● Task
The response should consist of every line below, restated exactly, with no pictures.

(Items from a data source)

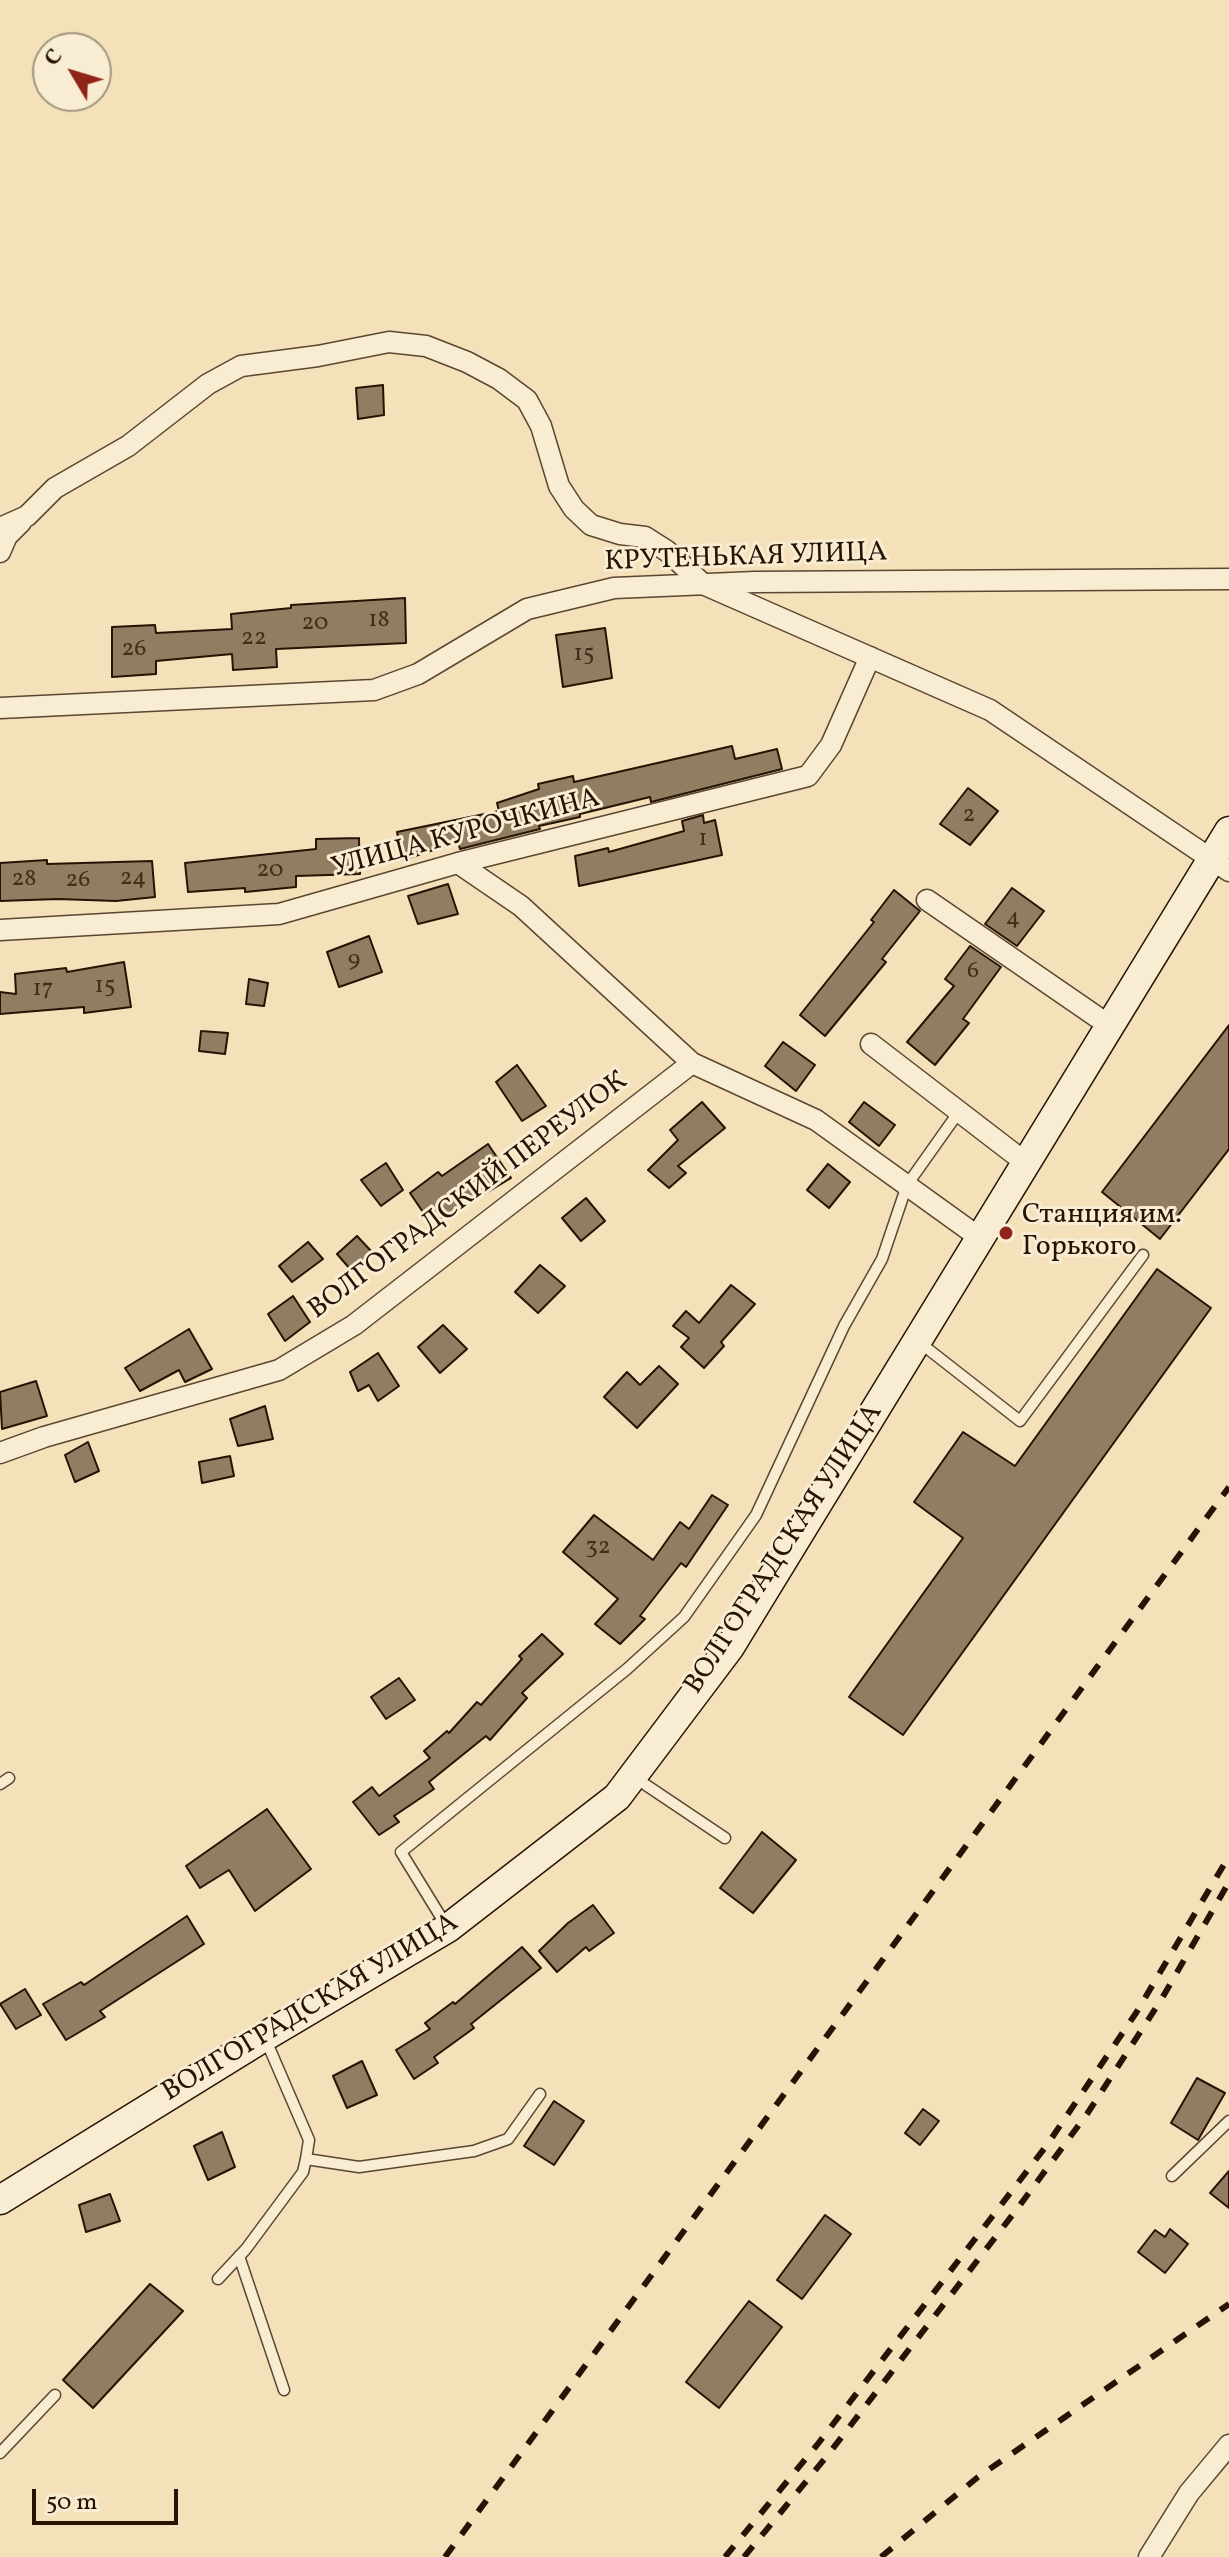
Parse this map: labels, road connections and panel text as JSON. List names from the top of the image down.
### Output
{
  "streets": {
    "main road": ["ВОЛГОГРАДСКАЯ УЛИЦА"],
    "street": ["КРУТЕНЬКАЯ УЛИЦА", "УЛИЦА КУРОЧКИНА", "ВОЛГОГРАДСКИЙ ПЕРЕУЛОК"]
  },
  "places": ["Станция им. Горького"],
  "house_numbers": [
    "18",
    "20",
    "22",
    "26",
    "15",
    "2",
    "1",
    "20",
    "24",
    "28",
    "26",
    "4",
    "9",
    "6",
    "15",
    "17",
    "32"
  ],
  "scale_bar": "50 m",
  "north": "top left"
}
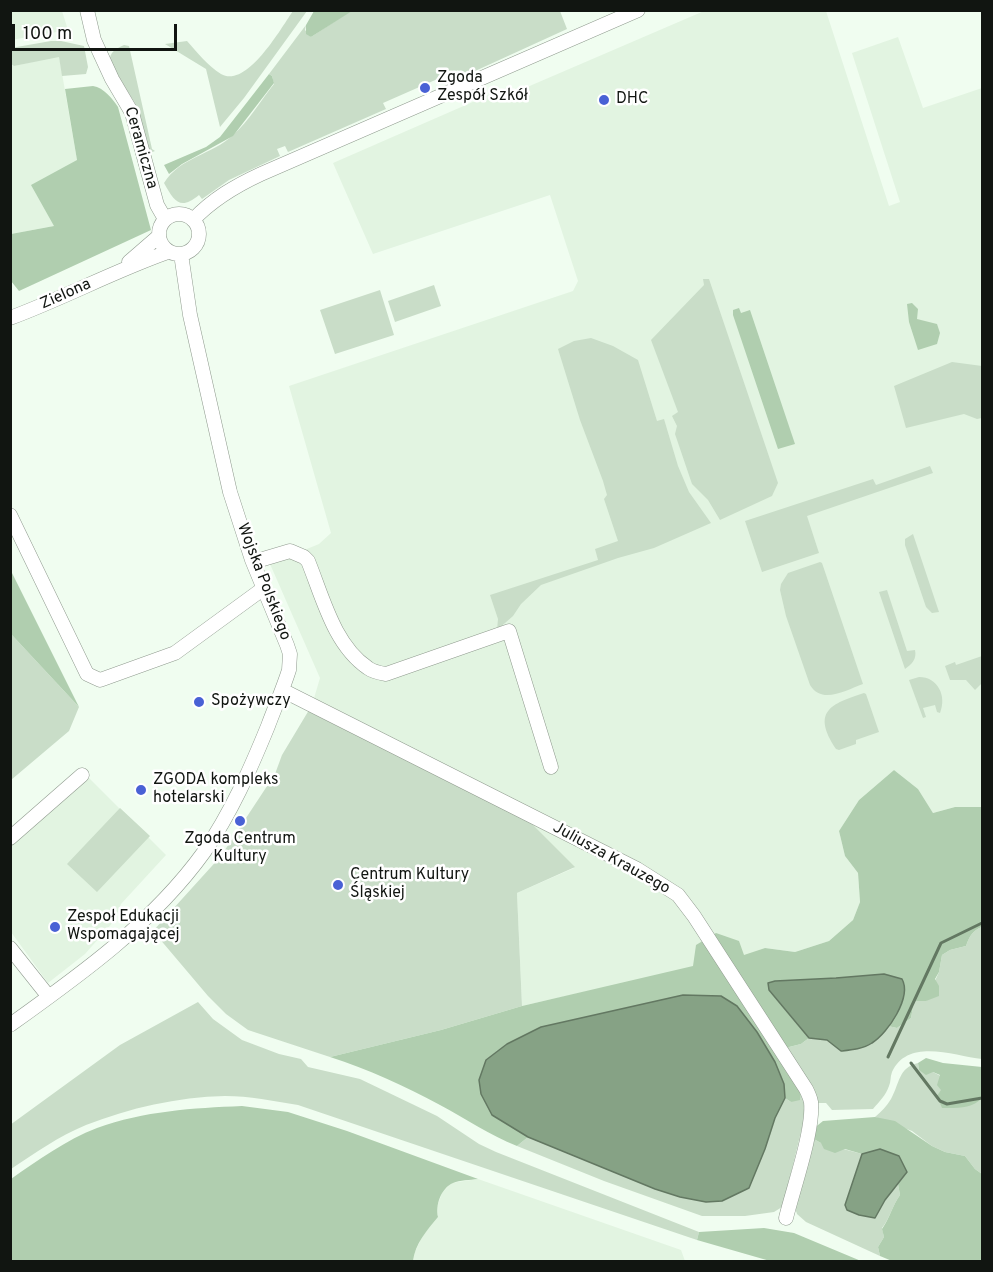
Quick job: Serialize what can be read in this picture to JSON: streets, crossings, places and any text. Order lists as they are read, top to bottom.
{
  "streets": {
    "street": [
      "Ceramiczna",
      "Zielona",
      "Wojska Polskiego",
      "Juliusza Krauzego"
    ]
  },
  "crossings": [
    ["Ceramiczna", "Zielona"],
    ["Ceramiczna", "Wojska Polskiego"],
    ["Zielona", "Wojska Polskiego"],
    ["Wojska Polskiego", "Juliusza Krauzego"]
  ],
  "places": [
    "Zgoda Zespół Szkół",
    "DHC",
    "Spożywczy",
    "ZGODA kompleks hotelarski",
    "Zgoda Centrum Kultury",
    "Centrum Kultury Śląskiej",
    "Zespoł Edukacji Wspomagającej"
  ],
  "scale_bar": "100 m"
}
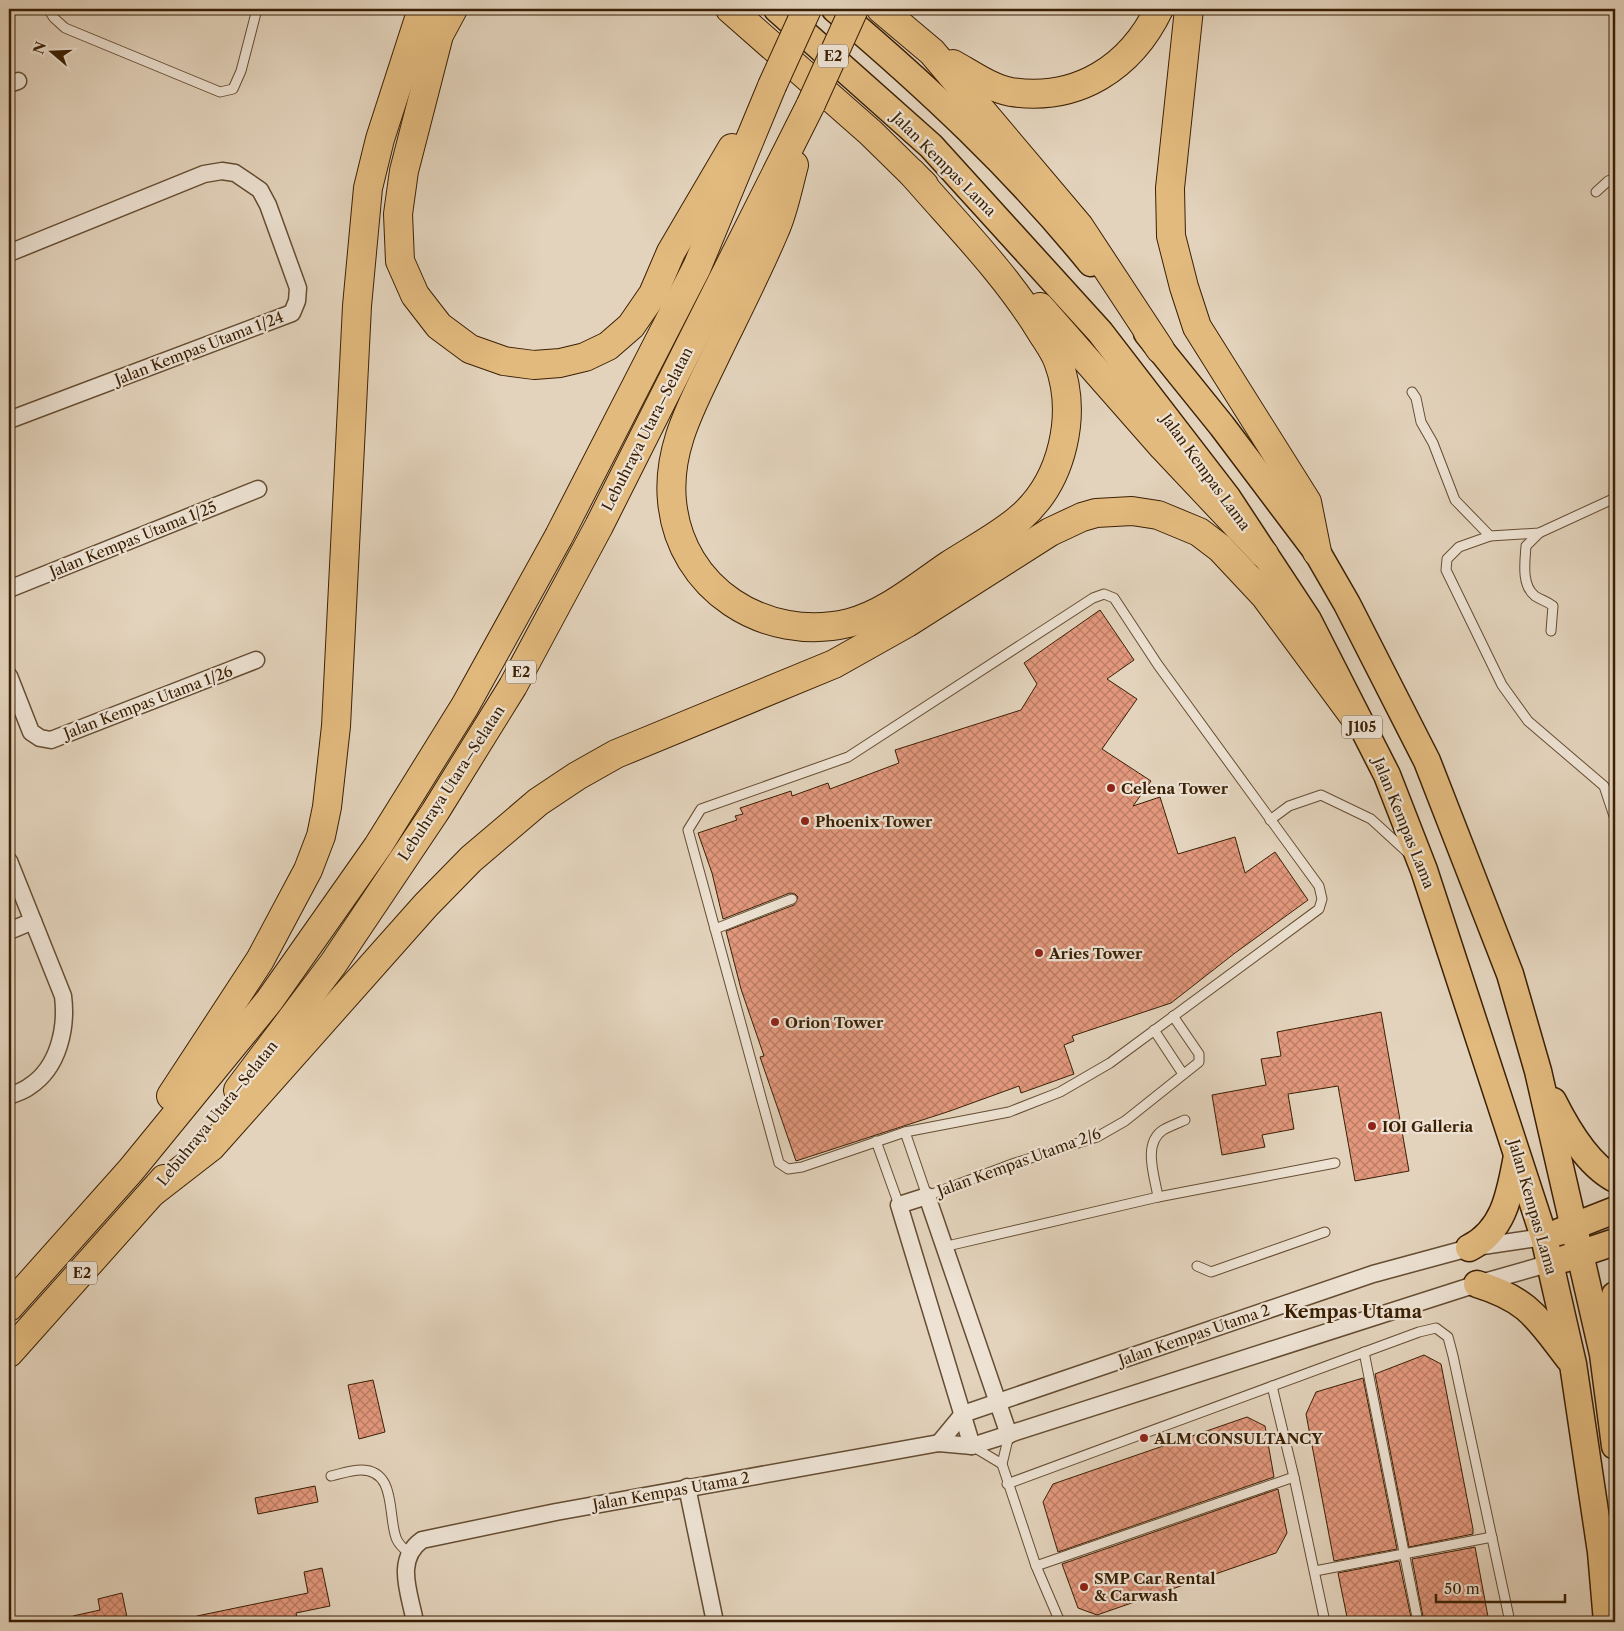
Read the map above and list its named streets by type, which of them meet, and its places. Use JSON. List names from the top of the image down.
{
  "streets": {
    "highway": ["E2", "Lebuhraya Utara–Selatan"],
    "main road": ["Jalan Kempas Lama", "J105"],
    "street": [
      "Jalan Kempas Utama 1/24",
      "Jalan Kempas Utama 1/25",
      "Jalan Kempas Utama 1/26",
      "Jalan Kempas Utama 2/6",
      "Jalan Kempas Utama 2"
    ]
  },
  "crossings": [
    ["Jalan Kempas Lama", "Jalan Kempas Utama 2"],
    ["Jalan Kempas Utama 2/6", "Jalan Kempas Utama 2"]
  ],
  "districts": ["Kempas Utama"],
  "places": [
    "Celena Tower",
    "Phoenix Tower",
    "Aries Tower",
    "Orion Tower",
    "IOI Galleria",
    "ALM CONSULTANCY",
    "SMP Car Rental & Carwash"
  ],
  "scale_bar": "50 m",
  "north": "left"
}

● Result below
Parse this map: labels, road connections and panel text as JSON. List names from the top of the image down.
### Output
{
  "streets": {
    "main road": ["ВОЛГОГРАДСКАЯ УЛИЦА"],
    "street": ["КРУТЕНЬКАЯ УЛИЦА", "УЛИЦА КУРОЧКИНА", "ВОЛГОГРАДСКИЙ ПЕРЕУЛОК"]
  },
  "places": ["Станция им. Горького"],
  "house_numbers": [
    "18",
    "20",
    "22",
    "26",
    "15",
    "2",
    "1",
    "20",
    "24",
    "28",
    "26",
    "4",
    "9",
    "6",
    "15",
    "17",
    "32"
  ],
  "scale_bar": "50 m",
  "north": "top left"
}
Quick job: Serialize what can be read in this picture to JSON: streets, crossings, places and any text. Order lists as they are read, top to bottom.
{
  "streets": {
    "street": [
      "Ceramiczna",
      "Zielona",
      "Wojska Polskiego",
      "Juliusza Krauzego"
    ]
  },
  "crossings": [
    ["Ceramiczna", "Zielona"],
    ["Ceramiczna", "Wojska Polskiego"],
    ["Zielona", "Wojska Polskiego"],
    ["Wojska Polskiego", "Juliusza Krauzego"]
  ],
  "places": [
    "Zgoda Zespół Szkół",
    "DHC",
    "Spożywczy",
    "ZGODA kompleks hotelarski",
    "Zgoda Centrum Kultury",
    "Centrum Kultury Śląskiej",
    "Zespoł Edukacji Wspomagającej"
  ],
  "scale_bar": "100 m"
}
Read the map above and list its named streets by type, which of them meet, and its places. Use JSON. List names from the top of the image down.
{
  "streets": {
    "highway": ["E2", "Lebuhraya Utara–Selatan"],
    "main road": ["Jalan Kempas Lama", "J105"],
    "street": [
      "Jalan Kempas Utama 1/24",
      "Jalan Kempas Utama 1/25",
      "Jalan Kempas Utama 1/26",
      "Jalan Kempas Utama 2/6",
      "Jalan Kempas Utama 2"
    ]
  },
  "crossings": [
    ["Jalan Kempas Lama", "Jalan Kempas Utama 2"],
    ["Jalan Kempas Utama 2/6", "Jalan Kempas Utama 2"]
  ],
  "districts": ["Kempas Utama"],
  "places": [
    "Celena Tower",
    "Phoenix Tower",
    "Aries Tower",
    "Orion Tower",
    "IOI Galleria",
    "ALM CONSULTANCY",
    "SMP Car Rental & Carwash"
  ],
  "scale_bar": "50 m",
  "north": "left"
}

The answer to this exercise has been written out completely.